= Stephen Deuchar =

British arts charity executive

Sir Stephen John Deuchar (born 11 March 1957) is a British arts administrator, and was director of the UK's Art Fund from 2010 to 2020.

He was born 11 March 1957, son of Rev. John Deuchar and Nancy Dorothea Deuchar (née Jenkyns). He was educated at Dulwich College, and earned a BA degree in history from the University of Southampton in 1979, and a PhD in Art History from Westfield College (Hampstead, London) in 1986.

Deuchar was the first director of Tate Britain in London, from 1998 to 2010. In 2010, he became director of the UK's Art Fund. he stood down on 31 March 2020. He is currently a Trustee of: the British Council; Royal Museums Greenwich; The Creative Foundation, Folkestone; and Turner Contemporary, Margate.

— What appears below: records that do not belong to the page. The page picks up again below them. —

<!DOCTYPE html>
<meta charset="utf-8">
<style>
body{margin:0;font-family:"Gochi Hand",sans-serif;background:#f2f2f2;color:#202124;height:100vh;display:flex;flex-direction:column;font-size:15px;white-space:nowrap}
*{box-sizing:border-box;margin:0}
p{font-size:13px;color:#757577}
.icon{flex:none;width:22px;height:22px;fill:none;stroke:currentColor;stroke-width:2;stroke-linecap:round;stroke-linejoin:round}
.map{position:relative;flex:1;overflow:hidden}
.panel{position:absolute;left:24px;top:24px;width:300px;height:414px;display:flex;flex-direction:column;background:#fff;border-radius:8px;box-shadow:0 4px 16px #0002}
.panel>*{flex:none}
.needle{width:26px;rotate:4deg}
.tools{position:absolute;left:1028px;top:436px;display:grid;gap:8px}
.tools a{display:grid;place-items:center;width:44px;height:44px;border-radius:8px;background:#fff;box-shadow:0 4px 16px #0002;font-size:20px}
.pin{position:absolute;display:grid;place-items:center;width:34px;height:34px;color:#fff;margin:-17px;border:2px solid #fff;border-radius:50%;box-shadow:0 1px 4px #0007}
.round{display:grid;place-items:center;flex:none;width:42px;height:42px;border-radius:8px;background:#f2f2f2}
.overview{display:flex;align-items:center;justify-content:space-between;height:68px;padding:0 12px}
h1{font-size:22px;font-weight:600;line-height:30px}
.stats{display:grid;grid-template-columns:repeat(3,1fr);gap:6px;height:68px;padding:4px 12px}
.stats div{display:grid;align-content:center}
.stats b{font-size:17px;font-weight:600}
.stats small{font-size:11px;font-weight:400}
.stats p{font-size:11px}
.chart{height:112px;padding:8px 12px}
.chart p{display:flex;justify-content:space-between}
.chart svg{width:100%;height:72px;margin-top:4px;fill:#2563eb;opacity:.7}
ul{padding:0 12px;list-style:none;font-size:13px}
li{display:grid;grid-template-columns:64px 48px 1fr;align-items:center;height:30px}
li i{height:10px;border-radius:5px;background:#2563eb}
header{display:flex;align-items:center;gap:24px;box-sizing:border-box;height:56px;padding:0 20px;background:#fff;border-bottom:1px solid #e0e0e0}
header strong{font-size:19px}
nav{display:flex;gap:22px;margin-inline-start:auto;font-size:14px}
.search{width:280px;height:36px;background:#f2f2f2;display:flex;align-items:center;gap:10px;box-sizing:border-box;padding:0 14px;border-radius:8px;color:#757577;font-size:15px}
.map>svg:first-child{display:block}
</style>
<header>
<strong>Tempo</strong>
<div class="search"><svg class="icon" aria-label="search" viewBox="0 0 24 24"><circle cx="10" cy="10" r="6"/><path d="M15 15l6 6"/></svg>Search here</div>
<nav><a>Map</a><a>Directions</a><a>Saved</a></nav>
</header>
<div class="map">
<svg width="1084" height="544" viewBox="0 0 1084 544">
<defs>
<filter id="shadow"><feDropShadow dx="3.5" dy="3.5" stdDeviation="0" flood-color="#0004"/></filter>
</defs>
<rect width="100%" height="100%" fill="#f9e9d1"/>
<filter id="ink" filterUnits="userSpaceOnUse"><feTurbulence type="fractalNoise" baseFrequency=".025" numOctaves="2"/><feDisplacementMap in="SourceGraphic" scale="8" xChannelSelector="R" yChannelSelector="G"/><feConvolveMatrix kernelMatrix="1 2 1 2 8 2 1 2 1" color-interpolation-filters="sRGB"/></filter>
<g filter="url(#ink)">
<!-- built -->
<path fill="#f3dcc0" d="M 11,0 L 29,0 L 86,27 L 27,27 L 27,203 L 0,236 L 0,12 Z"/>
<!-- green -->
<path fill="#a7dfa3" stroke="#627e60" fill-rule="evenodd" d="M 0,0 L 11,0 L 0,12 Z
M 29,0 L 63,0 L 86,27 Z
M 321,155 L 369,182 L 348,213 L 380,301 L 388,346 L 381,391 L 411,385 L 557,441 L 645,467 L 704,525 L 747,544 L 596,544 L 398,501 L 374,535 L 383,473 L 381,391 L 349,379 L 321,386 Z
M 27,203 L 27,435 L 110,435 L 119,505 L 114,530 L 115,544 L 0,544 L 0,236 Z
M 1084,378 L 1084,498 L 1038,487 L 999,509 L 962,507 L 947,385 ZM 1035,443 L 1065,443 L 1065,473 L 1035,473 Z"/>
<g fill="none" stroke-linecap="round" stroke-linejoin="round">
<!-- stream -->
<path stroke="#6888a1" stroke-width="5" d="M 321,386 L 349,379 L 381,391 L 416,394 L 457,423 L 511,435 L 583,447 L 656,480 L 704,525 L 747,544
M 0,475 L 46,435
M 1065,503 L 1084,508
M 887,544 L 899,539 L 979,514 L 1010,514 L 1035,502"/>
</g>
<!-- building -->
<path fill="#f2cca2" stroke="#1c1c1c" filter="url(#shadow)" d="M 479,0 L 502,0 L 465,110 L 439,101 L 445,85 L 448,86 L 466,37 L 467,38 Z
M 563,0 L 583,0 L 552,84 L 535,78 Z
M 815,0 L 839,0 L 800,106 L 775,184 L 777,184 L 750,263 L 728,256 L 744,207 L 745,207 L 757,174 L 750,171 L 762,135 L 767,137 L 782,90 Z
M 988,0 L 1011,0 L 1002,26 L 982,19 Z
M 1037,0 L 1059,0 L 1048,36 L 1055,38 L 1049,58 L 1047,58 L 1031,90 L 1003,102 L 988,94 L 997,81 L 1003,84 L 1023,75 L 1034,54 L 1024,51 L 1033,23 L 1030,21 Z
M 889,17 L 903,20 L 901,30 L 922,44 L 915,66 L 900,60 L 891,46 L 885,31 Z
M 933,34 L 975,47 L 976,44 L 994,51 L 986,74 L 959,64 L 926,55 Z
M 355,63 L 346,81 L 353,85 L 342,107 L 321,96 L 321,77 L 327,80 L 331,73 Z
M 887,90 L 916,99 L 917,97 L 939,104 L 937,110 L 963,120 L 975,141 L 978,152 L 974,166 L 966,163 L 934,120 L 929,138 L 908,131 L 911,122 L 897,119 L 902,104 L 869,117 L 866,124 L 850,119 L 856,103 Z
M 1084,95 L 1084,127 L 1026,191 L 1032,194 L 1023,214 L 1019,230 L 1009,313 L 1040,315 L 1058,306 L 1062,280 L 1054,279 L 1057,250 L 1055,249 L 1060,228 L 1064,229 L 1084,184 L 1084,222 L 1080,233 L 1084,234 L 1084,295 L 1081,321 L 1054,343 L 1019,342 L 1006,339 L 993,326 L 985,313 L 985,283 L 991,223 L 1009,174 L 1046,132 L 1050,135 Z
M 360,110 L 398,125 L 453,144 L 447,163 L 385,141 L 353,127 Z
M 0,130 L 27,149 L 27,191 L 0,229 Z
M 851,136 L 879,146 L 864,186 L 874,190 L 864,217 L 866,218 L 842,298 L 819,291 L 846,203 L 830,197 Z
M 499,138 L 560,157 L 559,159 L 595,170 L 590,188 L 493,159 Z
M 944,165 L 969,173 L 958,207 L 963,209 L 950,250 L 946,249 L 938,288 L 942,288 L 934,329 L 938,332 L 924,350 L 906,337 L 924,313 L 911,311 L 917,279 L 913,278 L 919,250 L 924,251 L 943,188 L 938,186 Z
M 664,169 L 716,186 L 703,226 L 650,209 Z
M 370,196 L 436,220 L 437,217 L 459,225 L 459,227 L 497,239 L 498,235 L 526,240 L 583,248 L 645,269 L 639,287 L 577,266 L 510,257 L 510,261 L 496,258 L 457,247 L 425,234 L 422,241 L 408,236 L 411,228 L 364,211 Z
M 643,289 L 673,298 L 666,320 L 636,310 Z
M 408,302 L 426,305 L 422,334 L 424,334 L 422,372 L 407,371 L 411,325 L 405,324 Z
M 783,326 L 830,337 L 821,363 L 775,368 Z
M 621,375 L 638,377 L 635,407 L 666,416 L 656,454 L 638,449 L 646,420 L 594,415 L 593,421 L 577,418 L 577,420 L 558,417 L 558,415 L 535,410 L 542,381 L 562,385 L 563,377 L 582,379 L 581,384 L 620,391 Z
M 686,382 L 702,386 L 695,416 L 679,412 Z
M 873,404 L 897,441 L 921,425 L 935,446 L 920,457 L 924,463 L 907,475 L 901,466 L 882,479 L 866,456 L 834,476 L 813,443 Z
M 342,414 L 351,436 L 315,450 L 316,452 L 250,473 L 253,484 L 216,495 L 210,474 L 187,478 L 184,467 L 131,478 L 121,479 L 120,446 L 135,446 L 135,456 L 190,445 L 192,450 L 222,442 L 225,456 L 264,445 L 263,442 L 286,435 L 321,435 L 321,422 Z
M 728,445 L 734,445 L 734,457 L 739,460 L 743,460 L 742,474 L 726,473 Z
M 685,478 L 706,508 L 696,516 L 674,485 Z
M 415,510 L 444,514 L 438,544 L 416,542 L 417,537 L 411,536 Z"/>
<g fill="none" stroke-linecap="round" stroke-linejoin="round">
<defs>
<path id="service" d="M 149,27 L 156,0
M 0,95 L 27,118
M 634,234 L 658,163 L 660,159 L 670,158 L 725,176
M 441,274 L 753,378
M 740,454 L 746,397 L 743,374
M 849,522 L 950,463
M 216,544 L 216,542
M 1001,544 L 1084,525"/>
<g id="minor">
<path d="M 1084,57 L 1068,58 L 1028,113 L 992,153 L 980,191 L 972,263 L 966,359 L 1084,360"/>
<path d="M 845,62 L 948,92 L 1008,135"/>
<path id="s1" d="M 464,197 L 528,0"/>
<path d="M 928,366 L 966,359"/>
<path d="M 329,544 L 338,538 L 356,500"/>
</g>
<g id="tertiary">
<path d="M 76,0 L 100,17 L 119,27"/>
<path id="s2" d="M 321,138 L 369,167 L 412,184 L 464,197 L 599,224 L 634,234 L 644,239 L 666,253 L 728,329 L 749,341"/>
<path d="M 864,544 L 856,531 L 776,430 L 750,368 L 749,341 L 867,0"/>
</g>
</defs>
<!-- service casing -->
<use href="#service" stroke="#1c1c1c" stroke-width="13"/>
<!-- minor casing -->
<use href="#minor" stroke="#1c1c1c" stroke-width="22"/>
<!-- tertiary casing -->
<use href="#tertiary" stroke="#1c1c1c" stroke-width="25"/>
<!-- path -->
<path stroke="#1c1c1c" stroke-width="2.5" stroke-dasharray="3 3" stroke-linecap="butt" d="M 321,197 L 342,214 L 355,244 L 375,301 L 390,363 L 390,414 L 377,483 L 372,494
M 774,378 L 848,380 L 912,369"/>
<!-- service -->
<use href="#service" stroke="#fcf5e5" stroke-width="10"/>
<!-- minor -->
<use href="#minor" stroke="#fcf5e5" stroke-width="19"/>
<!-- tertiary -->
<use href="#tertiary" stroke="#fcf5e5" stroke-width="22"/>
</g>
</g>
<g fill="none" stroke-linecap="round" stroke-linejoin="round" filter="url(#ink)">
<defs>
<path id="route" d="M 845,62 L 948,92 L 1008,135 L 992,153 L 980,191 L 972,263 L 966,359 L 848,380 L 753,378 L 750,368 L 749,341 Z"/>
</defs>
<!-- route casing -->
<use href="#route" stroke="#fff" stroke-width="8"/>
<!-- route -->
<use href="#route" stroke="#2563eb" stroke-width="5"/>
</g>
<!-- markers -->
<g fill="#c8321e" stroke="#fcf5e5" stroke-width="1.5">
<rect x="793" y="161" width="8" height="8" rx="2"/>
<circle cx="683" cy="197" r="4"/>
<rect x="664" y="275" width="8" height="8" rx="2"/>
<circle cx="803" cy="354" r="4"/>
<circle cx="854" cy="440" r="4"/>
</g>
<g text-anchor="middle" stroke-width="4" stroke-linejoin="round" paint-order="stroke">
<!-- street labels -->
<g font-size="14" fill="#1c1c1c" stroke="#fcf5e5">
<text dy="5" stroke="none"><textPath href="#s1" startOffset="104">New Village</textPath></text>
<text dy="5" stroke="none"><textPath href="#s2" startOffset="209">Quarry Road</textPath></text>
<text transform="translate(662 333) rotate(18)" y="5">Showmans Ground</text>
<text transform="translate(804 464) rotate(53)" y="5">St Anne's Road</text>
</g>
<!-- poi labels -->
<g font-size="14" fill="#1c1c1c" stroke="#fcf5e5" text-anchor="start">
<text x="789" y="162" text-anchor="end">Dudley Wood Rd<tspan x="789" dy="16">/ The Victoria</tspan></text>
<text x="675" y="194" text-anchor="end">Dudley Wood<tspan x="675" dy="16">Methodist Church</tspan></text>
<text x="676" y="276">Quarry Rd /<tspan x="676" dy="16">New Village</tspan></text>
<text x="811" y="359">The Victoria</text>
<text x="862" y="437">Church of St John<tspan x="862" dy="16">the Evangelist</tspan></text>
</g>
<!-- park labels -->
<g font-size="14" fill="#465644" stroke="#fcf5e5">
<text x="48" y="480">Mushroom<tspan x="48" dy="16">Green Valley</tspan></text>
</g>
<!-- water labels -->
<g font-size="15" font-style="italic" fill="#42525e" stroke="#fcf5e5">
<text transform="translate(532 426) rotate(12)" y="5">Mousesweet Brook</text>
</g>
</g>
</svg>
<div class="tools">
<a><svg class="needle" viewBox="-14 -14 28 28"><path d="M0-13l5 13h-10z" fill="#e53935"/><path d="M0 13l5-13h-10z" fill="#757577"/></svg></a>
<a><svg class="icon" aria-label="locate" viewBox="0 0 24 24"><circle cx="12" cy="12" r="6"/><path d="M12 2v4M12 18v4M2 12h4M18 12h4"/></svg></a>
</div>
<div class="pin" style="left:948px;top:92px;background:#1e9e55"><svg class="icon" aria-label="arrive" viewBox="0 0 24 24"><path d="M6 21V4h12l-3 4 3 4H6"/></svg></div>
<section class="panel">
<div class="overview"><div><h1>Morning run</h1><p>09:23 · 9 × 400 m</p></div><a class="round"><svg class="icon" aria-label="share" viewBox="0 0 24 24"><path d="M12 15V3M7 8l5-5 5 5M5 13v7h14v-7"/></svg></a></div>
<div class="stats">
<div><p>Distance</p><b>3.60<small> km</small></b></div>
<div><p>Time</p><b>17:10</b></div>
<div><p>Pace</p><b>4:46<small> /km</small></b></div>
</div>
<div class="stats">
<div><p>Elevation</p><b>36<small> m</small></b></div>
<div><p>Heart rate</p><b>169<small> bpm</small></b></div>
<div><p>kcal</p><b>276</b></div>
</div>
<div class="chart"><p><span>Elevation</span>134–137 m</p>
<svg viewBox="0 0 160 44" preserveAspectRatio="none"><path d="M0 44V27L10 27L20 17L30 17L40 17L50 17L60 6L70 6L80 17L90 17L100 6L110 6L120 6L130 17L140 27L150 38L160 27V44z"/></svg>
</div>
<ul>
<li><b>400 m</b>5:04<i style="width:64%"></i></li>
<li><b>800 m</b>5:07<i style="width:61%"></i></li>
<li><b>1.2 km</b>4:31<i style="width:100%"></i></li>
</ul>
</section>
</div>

Deuchar was awarded an honorary D.Litt. degree from his alma mater, the University of Southampton, in 2010.

He was appointed Commander of the Order of the British Empire (CBE) in the 2010 Birthday Honours for services to the arts and was knighted in the 2021 New Year Honours, also for services to the arts. He is a Deputy Lieutenant for the County of Kent.

In 1982, he married Prof Katie Scott, and they have one son, and three daughters.